Germany: Vecoplan has appointed Thomas Sturm as its chief operating officer (COO). He will be responsible for production, quality assurance, purchasing, development, assembly and electrical engineering in the newly created position.
He will join the chief executive Werner Berens, chief financial officer Michael Lambert and division heads Dirk Müller, Stefan Kaiser and Markus Claudy in the expanded management team.

Sturm, aged 52 years, is a mechanical engineer who worked for Vecoplan previously from 1992 to 2009. He then moved to a management position in a company specialising in the design, construction and manufacture of complex lightweight structures and later served as COO for a developer and manufacturer of custom-made assemblies for civil aviation.

New Zealand: Golden Bay Cement has announced plans with Waste Management and the government to process tyres at its plant in Portland. The move follows the acquisition by Waste Management of the country’s largest tyre recycling business in 2016. The company is investing in shredders with funding from the Ministry for the Environment. It plans to have a shredding capacity of 30,000t/yr in place in Auckland by October 2017 with a unit to become operational in the South Island in early 2018.

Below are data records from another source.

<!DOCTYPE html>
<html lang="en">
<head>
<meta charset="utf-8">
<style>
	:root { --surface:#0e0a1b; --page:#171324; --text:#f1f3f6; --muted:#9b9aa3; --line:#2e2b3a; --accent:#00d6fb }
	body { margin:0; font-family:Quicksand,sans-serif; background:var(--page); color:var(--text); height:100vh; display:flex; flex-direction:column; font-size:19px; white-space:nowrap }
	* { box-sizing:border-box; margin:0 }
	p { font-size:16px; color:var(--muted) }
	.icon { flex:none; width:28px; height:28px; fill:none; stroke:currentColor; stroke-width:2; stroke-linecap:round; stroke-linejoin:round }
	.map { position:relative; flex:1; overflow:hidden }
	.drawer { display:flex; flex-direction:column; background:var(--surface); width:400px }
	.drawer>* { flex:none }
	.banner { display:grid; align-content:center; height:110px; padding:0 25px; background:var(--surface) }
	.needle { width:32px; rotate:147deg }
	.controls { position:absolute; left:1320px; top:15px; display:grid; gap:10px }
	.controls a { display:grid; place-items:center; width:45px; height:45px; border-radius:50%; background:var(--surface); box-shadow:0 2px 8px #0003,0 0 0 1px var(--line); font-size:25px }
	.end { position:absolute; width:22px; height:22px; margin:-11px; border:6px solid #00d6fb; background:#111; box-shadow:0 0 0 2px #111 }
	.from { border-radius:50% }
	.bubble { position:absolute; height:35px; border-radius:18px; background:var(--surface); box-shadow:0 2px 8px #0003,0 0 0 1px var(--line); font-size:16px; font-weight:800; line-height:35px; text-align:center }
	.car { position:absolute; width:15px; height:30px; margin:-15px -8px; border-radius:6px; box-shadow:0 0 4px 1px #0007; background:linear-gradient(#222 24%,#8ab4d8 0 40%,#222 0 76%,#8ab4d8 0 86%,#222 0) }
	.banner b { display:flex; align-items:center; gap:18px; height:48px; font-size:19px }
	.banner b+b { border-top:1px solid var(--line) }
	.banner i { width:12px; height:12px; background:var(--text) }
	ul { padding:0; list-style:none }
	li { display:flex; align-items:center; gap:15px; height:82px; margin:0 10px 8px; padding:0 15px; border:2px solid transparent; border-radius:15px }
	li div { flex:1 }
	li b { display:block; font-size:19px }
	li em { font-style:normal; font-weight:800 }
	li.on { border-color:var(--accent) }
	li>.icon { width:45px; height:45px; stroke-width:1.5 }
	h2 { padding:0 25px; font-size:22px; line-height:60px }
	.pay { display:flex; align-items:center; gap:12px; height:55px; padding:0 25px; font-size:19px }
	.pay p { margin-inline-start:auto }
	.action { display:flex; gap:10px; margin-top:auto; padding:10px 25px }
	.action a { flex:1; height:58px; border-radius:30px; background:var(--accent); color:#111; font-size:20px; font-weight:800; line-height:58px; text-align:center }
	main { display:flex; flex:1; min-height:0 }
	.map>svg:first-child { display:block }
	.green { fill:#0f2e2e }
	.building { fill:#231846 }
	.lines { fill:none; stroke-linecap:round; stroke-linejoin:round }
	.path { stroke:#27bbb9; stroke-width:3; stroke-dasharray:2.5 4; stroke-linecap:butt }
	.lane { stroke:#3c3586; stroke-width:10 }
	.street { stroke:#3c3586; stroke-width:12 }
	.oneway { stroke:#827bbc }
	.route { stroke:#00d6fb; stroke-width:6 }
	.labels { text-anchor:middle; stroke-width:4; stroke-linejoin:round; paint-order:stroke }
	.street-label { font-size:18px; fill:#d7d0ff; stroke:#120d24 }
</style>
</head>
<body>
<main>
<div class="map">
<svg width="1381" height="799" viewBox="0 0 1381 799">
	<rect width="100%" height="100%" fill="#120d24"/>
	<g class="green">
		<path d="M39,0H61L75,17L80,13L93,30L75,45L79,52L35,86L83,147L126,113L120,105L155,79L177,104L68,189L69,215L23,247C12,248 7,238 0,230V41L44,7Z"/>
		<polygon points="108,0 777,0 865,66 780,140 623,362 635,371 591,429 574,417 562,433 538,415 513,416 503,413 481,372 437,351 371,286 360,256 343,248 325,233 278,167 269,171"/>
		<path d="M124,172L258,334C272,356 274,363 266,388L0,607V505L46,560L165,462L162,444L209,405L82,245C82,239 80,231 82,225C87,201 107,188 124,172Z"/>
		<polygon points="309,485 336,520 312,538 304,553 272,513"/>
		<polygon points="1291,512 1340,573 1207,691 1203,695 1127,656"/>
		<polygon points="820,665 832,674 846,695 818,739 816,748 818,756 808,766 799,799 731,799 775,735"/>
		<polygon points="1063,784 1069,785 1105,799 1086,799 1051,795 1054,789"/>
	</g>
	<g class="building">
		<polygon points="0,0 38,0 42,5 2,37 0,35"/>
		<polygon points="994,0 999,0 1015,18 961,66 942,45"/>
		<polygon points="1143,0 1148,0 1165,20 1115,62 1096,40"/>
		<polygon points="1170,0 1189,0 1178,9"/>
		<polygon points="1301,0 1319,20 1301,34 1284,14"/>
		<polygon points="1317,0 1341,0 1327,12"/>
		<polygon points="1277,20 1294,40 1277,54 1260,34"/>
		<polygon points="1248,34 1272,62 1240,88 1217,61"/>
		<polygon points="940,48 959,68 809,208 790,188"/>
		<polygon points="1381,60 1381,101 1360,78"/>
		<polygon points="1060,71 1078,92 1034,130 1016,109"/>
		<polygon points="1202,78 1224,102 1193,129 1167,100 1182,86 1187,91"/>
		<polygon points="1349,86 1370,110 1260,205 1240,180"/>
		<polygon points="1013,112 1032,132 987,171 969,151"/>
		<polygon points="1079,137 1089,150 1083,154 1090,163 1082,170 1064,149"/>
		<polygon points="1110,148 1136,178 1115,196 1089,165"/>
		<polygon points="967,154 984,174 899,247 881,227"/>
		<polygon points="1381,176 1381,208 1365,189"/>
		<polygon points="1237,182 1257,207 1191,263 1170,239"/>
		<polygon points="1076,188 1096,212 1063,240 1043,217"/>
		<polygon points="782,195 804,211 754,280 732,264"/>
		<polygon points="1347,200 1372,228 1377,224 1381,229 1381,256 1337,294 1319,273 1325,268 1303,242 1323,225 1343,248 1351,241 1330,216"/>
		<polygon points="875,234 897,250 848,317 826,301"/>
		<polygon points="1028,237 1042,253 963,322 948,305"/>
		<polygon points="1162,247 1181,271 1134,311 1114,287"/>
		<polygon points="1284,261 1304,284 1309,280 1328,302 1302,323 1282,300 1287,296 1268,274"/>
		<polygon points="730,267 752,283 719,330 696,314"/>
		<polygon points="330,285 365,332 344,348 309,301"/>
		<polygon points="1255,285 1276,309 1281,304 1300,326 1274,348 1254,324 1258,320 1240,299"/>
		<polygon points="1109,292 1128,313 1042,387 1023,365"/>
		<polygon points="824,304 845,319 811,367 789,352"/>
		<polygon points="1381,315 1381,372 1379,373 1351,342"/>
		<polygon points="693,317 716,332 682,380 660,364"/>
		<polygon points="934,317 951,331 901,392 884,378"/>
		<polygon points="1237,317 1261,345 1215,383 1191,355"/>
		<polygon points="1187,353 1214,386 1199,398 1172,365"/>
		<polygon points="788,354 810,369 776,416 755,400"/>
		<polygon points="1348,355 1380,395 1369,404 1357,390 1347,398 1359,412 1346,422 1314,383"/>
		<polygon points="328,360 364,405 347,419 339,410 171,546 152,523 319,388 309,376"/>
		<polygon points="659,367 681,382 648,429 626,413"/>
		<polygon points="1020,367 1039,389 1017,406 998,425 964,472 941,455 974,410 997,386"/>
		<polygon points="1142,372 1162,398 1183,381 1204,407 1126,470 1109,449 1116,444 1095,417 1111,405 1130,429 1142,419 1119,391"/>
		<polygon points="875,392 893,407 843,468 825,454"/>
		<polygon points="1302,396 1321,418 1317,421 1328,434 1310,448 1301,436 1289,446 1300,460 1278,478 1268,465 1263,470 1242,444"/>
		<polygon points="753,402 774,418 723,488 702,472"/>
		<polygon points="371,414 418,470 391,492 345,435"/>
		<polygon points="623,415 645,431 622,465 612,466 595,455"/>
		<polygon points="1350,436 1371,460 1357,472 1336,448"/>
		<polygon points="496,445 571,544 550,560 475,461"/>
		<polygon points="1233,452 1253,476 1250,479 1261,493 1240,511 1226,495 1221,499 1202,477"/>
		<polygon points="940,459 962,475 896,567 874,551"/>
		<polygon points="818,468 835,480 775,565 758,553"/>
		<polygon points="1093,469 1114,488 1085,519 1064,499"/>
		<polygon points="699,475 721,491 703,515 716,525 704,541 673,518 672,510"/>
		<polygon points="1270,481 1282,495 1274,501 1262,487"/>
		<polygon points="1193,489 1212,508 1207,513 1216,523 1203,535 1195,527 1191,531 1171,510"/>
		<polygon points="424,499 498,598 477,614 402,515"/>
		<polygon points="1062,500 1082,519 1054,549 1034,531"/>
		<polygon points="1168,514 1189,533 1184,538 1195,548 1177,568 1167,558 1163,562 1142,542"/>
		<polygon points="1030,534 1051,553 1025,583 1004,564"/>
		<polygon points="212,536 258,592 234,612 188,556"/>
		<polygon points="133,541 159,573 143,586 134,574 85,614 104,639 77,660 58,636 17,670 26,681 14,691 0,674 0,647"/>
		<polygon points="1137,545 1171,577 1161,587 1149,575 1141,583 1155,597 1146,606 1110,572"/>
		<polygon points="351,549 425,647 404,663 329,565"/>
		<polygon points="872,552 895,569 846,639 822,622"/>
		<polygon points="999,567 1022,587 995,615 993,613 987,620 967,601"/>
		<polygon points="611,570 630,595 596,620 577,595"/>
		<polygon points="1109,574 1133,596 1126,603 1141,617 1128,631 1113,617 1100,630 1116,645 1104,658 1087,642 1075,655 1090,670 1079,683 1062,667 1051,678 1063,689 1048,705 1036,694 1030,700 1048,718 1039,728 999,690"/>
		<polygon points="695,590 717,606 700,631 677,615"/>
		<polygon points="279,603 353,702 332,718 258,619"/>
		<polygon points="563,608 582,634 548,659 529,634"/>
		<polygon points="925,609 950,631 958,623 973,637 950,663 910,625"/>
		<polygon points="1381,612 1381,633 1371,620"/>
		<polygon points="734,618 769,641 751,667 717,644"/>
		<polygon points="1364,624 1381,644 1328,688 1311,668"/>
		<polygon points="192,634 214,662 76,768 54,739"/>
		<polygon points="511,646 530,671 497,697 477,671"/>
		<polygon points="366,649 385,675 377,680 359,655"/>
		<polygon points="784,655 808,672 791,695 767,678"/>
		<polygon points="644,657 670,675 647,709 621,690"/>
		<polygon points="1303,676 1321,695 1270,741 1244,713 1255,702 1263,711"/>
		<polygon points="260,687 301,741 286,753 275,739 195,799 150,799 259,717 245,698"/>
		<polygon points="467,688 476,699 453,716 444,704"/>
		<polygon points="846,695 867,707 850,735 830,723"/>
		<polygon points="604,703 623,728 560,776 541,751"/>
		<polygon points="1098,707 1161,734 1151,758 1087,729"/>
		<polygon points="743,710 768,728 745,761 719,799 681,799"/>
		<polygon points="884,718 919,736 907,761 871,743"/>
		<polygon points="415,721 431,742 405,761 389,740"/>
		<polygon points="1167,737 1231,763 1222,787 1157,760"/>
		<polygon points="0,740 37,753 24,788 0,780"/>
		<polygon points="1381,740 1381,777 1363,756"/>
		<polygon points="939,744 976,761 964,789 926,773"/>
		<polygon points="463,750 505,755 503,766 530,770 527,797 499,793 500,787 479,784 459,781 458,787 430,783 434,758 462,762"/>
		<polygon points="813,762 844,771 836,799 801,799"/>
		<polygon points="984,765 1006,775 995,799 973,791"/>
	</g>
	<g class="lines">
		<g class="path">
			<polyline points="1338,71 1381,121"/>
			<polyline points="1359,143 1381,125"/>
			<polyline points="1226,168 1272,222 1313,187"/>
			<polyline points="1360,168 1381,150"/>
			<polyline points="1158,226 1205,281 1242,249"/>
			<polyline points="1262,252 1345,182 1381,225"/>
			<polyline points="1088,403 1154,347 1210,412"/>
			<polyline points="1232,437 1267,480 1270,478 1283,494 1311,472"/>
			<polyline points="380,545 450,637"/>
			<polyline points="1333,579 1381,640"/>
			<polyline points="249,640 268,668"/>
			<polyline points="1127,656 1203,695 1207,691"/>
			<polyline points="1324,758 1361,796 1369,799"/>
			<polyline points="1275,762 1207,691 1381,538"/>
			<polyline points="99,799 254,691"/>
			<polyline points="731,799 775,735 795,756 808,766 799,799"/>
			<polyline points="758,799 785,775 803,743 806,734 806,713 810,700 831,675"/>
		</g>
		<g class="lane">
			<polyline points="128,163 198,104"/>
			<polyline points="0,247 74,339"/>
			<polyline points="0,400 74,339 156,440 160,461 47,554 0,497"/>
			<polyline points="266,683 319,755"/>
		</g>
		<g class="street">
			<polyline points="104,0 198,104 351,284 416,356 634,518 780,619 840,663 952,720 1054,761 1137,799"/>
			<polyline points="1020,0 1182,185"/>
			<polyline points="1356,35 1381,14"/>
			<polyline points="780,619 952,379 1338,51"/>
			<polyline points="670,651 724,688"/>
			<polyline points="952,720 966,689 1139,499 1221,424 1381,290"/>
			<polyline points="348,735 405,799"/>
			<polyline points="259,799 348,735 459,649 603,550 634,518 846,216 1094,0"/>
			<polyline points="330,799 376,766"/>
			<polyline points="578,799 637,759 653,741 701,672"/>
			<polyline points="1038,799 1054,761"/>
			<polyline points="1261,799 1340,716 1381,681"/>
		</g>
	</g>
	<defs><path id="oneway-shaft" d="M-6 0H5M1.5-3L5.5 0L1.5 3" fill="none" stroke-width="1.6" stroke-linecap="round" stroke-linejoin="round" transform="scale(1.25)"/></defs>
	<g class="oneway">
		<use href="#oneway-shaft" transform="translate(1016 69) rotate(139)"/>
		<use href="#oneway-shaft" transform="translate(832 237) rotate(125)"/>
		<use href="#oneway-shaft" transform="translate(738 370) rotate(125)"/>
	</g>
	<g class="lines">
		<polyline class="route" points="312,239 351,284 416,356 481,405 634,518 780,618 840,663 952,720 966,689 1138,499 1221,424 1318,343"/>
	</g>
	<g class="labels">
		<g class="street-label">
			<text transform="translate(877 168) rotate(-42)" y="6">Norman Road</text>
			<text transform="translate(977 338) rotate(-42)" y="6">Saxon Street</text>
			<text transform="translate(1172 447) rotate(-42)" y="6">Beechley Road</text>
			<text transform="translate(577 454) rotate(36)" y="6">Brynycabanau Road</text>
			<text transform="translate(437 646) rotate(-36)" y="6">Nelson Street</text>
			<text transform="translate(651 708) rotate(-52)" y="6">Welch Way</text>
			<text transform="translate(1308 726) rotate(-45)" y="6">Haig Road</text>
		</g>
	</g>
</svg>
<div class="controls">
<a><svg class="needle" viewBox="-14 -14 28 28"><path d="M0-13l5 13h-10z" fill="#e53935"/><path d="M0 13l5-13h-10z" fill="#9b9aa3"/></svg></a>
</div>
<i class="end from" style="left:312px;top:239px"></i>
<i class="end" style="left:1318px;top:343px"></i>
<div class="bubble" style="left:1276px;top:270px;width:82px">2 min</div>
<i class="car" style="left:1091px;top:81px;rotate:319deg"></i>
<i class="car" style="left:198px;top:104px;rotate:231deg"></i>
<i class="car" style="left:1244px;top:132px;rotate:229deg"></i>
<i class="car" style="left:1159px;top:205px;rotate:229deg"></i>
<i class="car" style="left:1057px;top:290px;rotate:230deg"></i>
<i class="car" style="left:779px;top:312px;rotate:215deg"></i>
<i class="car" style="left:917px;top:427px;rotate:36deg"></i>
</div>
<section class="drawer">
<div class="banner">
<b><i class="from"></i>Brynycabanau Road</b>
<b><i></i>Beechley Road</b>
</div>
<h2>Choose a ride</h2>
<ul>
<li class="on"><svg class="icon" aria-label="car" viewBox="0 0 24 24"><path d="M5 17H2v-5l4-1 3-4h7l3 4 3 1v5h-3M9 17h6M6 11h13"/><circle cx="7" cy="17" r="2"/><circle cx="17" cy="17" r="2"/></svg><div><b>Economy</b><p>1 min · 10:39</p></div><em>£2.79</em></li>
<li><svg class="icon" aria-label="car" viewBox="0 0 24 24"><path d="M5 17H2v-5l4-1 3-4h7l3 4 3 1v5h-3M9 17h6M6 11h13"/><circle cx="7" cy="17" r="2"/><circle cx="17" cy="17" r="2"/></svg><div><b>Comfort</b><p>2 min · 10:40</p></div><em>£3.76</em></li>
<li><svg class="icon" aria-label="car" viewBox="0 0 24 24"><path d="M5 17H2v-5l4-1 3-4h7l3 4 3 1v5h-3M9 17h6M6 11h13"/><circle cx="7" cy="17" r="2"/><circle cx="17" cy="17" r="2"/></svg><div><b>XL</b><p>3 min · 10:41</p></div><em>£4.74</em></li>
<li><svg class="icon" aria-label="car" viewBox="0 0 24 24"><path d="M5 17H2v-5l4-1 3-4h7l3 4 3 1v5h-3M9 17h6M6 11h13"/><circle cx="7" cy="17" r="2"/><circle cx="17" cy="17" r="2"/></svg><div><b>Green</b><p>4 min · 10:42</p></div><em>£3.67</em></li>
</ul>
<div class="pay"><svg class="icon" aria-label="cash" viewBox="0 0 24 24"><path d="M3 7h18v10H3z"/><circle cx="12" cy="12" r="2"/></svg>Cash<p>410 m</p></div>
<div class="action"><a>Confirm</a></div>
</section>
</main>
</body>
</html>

US: St Marys Cement’s Charlevoix plant has remained open following a fire that destroyed its alternative fuels storage facility on 7 June 2017. No one was injured in the incident and work on the plant’s expansion project is continuing, according to the Charlevoix Courier newspaper. The warehouse containing refuse-derived fuels (RDF) caught fire on the evening on the day and was swiftly extinguished by fire services. The Mine Safety and Health Administration (MSHA) has been alerted about the incident.